─── THE INPUT

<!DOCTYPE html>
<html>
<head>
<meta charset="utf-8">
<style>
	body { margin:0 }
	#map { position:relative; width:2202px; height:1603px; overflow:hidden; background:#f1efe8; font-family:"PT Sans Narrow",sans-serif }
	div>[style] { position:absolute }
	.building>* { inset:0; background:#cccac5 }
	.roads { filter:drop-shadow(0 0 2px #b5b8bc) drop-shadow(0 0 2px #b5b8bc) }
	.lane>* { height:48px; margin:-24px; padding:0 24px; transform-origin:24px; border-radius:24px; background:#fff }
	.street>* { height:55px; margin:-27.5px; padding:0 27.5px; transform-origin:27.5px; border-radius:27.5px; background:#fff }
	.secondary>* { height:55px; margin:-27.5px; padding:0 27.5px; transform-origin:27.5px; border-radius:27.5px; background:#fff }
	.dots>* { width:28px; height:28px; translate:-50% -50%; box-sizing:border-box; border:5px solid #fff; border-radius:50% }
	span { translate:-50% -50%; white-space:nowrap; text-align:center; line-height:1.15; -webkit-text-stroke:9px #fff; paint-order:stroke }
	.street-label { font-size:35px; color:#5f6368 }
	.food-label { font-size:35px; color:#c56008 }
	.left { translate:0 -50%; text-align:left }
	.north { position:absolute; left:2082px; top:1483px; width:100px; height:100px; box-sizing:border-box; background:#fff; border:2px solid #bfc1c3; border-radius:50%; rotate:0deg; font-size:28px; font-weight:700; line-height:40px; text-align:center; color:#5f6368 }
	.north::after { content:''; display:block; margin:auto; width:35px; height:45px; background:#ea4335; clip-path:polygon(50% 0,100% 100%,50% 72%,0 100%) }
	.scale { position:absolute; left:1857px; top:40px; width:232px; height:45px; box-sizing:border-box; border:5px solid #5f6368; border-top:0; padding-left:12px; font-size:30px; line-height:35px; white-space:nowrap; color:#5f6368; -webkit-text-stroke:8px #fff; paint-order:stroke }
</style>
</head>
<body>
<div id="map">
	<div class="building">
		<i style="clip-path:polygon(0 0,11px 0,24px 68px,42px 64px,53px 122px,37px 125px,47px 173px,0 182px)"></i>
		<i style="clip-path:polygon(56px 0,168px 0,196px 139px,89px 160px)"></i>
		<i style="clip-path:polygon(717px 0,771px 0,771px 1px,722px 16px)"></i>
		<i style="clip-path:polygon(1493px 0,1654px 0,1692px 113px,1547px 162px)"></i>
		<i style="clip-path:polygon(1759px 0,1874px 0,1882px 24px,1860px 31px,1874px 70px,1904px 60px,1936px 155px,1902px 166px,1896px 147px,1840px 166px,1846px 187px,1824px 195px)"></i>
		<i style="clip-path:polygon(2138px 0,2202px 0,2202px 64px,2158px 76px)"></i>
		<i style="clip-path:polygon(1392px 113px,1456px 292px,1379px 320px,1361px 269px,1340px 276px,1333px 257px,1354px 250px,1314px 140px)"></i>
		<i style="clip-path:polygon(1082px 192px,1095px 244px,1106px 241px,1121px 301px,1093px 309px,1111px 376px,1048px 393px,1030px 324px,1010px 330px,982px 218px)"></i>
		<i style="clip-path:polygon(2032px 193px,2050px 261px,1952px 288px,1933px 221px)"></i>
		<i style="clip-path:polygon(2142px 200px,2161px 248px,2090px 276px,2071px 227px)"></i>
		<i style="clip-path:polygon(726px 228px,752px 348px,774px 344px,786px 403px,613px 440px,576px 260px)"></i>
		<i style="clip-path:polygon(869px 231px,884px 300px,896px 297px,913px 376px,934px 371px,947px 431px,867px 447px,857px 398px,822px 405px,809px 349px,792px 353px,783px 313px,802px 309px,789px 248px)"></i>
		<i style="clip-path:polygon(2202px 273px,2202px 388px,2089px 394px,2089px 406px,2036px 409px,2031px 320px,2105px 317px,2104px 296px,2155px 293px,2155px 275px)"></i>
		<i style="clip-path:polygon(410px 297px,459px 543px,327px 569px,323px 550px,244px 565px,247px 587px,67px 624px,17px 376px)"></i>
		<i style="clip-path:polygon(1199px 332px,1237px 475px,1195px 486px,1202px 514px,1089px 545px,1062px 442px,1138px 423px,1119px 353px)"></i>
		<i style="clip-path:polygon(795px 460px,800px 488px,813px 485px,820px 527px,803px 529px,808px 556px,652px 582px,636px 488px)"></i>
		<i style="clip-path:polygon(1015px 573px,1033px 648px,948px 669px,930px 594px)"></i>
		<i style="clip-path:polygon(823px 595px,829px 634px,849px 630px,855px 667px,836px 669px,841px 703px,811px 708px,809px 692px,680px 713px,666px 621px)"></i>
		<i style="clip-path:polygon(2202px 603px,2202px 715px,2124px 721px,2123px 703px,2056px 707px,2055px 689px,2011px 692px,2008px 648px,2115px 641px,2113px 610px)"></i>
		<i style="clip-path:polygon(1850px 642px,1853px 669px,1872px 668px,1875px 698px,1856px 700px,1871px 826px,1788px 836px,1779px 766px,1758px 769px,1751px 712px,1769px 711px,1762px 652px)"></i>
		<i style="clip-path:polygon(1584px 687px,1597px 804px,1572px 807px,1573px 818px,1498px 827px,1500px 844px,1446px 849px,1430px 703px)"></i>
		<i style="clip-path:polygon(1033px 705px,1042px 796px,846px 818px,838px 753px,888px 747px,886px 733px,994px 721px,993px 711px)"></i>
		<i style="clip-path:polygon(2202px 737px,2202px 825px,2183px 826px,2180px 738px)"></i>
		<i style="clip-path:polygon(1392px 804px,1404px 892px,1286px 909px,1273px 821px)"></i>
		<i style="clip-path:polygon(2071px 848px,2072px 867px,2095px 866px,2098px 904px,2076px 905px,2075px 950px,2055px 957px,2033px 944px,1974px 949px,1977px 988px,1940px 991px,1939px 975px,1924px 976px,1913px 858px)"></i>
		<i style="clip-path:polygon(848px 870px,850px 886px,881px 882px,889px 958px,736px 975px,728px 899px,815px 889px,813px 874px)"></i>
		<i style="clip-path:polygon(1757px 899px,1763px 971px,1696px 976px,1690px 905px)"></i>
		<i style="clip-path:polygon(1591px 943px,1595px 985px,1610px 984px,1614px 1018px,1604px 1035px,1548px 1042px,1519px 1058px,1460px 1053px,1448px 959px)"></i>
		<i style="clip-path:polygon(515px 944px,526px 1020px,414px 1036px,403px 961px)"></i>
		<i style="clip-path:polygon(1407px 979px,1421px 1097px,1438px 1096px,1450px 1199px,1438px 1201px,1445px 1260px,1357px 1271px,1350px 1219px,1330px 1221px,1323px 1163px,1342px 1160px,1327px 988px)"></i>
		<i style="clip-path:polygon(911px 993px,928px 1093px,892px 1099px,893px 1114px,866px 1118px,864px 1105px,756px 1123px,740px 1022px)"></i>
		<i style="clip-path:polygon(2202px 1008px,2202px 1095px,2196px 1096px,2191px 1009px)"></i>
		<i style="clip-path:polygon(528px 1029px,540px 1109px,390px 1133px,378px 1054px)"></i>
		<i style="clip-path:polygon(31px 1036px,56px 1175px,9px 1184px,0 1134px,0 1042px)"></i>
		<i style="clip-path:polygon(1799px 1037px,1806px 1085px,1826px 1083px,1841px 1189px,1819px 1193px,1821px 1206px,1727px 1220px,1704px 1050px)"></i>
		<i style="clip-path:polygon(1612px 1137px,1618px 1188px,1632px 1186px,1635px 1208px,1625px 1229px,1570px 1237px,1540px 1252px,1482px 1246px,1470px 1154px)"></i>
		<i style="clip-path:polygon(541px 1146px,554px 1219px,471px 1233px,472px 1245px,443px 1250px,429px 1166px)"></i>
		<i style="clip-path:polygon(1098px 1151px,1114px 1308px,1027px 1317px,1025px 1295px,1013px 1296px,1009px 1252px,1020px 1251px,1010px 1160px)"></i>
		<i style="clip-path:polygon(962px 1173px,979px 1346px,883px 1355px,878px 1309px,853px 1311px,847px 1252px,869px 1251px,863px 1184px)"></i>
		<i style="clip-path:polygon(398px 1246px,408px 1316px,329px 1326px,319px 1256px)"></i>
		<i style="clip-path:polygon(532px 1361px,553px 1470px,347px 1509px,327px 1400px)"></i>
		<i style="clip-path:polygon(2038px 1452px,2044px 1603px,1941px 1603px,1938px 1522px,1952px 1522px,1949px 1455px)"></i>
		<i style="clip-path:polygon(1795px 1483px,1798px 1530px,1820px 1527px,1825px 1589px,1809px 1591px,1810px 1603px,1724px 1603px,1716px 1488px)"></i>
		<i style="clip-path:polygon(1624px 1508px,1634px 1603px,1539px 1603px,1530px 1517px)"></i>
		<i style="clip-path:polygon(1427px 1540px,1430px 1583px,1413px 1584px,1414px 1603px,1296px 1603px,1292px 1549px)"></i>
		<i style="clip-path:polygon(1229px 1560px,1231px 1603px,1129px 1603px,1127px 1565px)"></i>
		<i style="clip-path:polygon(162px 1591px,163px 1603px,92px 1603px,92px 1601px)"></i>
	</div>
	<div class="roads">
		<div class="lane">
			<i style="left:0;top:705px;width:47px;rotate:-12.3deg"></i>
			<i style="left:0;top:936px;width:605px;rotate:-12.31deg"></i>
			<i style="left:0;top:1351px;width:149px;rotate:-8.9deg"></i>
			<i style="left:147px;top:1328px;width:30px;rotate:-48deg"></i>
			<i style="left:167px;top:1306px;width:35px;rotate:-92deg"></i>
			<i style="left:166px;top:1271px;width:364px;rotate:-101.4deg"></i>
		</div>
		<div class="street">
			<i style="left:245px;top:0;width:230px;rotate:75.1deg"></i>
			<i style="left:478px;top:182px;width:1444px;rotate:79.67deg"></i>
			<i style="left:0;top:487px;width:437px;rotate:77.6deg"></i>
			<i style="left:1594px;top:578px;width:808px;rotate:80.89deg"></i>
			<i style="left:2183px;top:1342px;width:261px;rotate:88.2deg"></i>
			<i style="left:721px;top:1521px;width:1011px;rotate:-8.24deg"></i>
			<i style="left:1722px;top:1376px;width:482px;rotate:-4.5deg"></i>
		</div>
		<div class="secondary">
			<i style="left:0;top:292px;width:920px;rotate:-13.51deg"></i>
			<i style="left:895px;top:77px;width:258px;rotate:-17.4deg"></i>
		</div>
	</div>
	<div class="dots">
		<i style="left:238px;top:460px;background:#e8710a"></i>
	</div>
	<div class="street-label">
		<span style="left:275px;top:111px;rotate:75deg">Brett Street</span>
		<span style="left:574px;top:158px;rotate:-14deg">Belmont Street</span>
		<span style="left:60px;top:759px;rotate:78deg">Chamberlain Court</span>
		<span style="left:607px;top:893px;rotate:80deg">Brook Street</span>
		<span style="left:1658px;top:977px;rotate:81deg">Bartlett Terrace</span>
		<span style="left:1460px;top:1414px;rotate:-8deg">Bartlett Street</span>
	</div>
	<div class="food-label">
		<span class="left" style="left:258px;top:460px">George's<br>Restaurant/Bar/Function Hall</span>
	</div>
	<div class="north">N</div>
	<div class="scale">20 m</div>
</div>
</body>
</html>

──────

§ **EXERCISE DESCRIPTION**
Lines with the word "roads": copy each one from the data above.

§ **YOUR RESPONSE**
	.roads { filter:drop-shadow(0 0 2px #b5b8bc) drop-shadow(0 0 2px #b5b8bc) }
	<div class="roads">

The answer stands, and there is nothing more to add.